The gas would be used for steam energy for downtown businesses as well as sold to companies for other purposes.

The Ohio EPA issued an “air permit to install and operate” to SOBE on Feb. 14, 2024, to shred tires that would be converted into gas at its Youngstown plant over numerous objections from city officials and residents. SOBE applied for the permit in September 2022.

City officials repeatedly have said the project needs approval from Youngstown for a zoning change to move forward, and they oppose that.

Anderson said SOBE is located in a mixed-use community zone that doesn’t permit them to expand into industrial operations.

Opponents of the project have said the synthetic gas is toxic and a highly explosive hazardous material and that air emissions would threaten public health. Nearly 100 people attended an Aug. 10, 2023, public hearing to express opposition to the EPA granting the permit to SOBE.

The EPA stated Feb. 14, 2024, that it would allow SOBE to install a “thermolyzer unit to process tire chips. The unit will produce a synthetic gas that would serve as a supplemental fuel in two existing natural gas-fire boilers that are already installed, operated and permitted. The permit does meet the applicable Ohio environmental rules and regulations so Ohio EPA is obligated to issue a permit.”

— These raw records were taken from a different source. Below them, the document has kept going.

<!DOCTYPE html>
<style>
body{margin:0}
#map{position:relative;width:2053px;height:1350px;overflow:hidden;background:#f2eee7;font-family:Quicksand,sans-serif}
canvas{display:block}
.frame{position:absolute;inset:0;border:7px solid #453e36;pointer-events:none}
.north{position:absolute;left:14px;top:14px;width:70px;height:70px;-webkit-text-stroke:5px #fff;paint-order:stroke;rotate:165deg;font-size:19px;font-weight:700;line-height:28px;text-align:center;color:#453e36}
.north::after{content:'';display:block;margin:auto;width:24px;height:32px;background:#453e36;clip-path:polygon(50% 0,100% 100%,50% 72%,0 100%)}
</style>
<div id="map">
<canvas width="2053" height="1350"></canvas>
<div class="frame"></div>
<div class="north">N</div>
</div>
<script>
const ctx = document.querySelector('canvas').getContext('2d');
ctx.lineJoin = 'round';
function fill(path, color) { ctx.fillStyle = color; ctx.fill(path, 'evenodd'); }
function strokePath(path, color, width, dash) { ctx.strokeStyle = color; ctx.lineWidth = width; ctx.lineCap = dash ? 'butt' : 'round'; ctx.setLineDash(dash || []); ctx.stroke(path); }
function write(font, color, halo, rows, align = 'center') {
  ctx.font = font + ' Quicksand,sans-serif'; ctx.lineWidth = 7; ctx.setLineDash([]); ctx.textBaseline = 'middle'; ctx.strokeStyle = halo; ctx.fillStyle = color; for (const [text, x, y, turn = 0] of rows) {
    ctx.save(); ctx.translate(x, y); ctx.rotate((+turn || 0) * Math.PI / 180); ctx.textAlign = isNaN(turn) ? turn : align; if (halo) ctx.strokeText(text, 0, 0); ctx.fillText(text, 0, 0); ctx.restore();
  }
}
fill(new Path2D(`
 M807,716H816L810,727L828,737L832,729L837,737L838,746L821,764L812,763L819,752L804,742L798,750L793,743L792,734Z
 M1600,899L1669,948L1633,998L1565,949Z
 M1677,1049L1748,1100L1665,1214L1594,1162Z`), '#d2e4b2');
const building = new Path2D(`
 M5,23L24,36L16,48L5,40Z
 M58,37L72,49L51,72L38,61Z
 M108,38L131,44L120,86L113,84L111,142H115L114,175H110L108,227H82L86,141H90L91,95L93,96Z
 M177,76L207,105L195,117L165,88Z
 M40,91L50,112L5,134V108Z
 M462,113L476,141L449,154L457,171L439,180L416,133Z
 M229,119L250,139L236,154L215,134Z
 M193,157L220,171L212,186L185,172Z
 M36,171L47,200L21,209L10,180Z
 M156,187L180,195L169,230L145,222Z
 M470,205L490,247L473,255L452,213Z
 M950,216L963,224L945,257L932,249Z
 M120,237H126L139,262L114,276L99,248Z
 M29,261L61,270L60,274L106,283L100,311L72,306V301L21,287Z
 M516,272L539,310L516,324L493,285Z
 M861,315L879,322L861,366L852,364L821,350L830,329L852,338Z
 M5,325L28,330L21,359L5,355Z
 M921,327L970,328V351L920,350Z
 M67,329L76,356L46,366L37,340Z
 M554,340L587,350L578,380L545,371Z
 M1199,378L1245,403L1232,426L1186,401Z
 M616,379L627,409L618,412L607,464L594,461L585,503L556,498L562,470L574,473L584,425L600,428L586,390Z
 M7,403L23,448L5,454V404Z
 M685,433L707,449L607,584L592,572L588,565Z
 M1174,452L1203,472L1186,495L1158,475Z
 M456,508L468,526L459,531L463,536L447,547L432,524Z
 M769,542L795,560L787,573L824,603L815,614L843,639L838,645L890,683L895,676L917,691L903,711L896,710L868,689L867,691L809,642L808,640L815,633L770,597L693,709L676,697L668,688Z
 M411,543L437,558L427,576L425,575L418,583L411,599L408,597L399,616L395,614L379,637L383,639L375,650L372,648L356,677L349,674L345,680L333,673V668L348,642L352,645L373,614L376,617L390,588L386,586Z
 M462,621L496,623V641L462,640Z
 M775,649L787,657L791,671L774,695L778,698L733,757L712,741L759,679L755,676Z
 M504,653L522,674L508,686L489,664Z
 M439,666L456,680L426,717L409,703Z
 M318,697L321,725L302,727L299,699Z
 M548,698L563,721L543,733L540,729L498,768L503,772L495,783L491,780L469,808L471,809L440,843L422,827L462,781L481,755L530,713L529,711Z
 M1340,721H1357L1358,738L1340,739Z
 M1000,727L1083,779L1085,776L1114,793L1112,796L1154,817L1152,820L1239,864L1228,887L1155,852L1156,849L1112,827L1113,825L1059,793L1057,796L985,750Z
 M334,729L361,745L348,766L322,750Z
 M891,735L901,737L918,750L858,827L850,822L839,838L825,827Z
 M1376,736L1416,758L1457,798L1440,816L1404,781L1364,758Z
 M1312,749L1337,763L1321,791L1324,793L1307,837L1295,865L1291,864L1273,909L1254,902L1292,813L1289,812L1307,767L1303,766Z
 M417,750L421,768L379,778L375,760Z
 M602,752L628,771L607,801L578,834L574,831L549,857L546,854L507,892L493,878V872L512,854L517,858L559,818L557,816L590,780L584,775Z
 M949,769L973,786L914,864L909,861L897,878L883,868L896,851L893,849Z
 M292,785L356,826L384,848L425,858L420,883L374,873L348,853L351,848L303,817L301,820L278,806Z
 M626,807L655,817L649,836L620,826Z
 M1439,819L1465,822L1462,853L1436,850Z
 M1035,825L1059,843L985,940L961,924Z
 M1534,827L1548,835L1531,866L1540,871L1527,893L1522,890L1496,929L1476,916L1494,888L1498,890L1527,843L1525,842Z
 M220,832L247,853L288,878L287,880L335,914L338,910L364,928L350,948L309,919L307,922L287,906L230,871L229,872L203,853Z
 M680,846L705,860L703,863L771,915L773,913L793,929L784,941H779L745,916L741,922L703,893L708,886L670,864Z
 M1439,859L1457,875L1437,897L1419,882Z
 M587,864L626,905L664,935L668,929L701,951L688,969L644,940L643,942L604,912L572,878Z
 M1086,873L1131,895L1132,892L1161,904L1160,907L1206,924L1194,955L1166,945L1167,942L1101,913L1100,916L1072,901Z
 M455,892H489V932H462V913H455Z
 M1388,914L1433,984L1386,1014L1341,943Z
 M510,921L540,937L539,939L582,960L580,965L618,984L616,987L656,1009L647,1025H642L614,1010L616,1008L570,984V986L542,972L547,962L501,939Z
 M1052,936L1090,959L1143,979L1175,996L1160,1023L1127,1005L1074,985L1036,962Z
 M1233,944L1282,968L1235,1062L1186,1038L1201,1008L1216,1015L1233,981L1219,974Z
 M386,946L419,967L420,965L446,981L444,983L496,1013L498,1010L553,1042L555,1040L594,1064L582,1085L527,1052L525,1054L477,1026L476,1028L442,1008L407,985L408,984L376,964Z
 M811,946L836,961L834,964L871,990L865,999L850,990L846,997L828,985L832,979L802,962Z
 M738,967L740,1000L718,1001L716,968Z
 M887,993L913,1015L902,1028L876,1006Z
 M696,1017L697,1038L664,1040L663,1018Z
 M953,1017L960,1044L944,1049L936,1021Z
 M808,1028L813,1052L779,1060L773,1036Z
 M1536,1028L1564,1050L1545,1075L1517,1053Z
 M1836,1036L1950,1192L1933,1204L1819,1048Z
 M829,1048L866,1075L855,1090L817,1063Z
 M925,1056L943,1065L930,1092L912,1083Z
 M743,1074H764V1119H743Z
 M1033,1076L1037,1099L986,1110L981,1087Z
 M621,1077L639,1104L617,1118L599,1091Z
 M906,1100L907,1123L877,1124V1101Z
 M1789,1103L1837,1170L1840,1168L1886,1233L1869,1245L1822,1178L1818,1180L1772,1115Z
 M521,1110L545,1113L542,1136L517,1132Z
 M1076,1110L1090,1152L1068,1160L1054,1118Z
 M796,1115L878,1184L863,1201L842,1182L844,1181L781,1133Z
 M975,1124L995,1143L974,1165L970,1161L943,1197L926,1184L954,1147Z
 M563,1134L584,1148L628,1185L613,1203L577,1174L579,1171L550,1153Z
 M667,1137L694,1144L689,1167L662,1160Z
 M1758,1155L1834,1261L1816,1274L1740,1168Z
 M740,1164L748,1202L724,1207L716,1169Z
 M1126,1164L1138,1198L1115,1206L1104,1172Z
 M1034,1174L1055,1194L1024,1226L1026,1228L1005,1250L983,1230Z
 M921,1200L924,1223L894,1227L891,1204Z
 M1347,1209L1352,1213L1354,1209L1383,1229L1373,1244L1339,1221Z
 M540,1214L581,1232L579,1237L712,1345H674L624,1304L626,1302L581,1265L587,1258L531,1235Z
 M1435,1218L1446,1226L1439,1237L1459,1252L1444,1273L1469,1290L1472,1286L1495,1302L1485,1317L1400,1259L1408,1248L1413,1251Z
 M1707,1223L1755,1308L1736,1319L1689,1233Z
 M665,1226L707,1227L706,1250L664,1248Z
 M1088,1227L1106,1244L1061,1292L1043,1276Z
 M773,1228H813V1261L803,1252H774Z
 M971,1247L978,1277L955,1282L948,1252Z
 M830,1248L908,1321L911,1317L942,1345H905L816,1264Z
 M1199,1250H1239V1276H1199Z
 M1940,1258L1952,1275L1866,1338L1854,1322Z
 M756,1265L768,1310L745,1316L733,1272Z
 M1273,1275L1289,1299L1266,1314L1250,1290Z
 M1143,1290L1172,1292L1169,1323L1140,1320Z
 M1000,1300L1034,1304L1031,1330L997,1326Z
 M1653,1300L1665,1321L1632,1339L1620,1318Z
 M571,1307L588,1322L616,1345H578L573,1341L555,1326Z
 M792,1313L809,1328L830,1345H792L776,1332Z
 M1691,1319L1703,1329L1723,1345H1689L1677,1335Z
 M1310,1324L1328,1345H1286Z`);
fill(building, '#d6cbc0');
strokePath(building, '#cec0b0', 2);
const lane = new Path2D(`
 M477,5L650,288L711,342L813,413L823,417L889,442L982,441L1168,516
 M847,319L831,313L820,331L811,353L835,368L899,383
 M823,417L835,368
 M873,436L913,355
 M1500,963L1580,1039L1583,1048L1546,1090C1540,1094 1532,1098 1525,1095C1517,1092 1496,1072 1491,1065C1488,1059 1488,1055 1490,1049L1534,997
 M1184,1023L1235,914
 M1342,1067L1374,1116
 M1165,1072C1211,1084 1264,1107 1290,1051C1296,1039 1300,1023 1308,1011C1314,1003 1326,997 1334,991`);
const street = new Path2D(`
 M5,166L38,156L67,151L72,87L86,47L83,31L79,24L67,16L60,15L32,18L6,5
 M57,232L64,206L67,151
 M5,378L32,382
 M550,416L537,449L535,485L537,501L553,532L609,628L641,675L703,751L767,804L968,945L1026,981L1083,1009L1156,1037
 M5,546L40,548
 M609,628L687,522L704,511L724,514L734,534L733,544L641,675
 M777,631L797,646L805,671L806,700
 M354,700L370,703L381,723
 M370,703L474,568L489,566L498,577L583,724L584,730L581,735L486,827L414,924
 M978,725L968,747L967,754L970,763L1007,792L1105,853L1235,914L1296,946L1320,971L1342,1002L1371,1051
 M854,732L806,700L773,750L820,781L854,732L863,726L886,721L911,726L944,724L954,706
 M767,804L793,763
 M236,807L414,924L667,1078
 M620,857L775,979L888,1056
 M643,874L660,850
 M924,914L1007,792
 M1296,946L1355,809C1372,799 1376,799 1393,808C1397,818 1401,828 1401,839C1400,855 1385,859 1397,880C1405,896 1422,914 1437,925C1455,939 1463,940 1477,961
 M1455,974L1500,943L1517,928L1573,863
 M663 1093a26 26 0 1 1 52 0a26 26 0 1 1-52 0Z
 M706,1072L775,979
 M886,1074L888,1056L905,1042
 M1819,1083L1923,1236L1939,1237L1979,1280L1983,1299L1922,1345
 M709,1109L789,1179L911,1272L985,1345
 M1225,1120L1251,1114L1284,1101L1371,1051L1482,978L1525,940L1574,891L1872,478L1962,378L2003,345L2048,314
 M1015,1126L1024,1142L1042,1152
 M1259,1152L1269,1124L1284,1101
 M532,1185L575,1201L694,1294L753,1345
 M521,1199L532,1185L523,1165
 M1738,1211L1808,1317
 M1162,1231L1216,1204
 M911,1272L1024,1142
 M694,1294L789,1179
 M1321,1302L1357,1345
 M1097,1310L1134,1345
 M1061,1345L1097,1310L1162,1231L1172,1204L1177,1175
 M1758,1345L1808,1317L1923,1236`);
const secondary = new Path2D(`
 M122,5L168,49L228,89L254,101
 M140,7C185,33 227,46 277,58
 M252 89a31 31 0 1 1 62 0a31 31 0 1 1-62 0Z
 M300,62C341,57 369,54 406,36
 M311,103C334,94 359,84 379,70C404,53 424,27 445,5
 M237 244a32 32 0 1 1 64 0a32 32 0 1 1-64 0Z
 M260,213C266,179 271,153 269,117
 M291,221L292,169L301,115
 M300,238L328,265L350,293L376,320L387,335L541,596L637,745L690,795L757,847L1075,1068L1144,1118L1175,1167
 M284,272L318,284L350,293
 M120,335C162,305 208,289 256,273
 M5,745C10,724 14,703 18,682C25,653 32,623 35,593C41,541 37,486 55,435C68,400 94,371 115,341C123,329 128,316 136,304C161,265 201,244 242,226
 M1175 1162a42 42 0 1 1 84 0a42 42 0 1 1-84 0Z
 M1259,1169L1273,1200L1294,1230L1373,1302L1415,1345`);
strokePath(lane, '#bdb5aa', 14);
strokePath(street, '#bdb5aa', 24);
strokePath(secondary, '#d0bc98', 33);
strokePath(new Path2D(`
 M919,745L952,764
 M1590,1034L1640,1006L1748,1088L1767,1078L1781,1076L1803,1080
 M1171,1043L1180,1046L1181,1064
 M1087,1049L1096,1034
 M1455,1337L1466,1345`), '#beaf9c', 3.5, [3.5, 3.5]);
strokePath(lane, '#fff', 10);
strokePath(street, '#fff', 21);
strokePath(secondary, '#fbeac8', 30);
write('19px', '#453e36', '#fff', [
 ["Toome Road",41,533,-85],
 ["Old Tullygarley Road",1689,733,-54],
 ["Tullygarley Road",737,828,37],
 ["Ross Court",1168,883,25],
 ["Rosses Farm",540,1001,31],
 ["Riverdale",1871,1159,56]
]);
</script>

John Mooney, director of the federal EPA’s air and radiation division for the region that includes Ohio, sent a Sept. 11, 2023, letter to the state EPA writing the federal agency “determined that the draft permitting action raises potential environmental justice concerns,” and that he urged the state to not grant the permit.

“The introduction of a thermolyzer within a residential and downtown setting stands fundamentally at odds with both the prevailing zoning laws and the principles of environmental justice,” Mooney wrote.

SOBE has more than 40 heating and cooling customers in the downtown area as well as Youngstown State University.

Based in Dublin, Ohio, SOBE acquired the former Youngstown Thermal LLC and Youngstown Thermal Cooling LLC in November 2021 for $250,000. The company had managed the facility for about two years prior.

Before taking over, Youngstown Thermal had numerous problems for years operating its cooling system – leaving the handful of downtown businesses that used it without air conditioning during the summer.

Youngstown Thermal was placed into receivership in 2017 after the Public Utilities Commission of Ohio was informed by the company’s former CEO that the business had financial struggles that could have caused an energy crisis downtown. Youngstown Thermal couldn’t ensure adequate service to its customers and was in danger of insolvency when the PUCO stepped in.

Youngstown Thermal is the oldest district heating and cooling system in the country, having begun operations in 1895. It was designed to generate and distribute steam to heat downtown businesses using coal as its main source of fuel.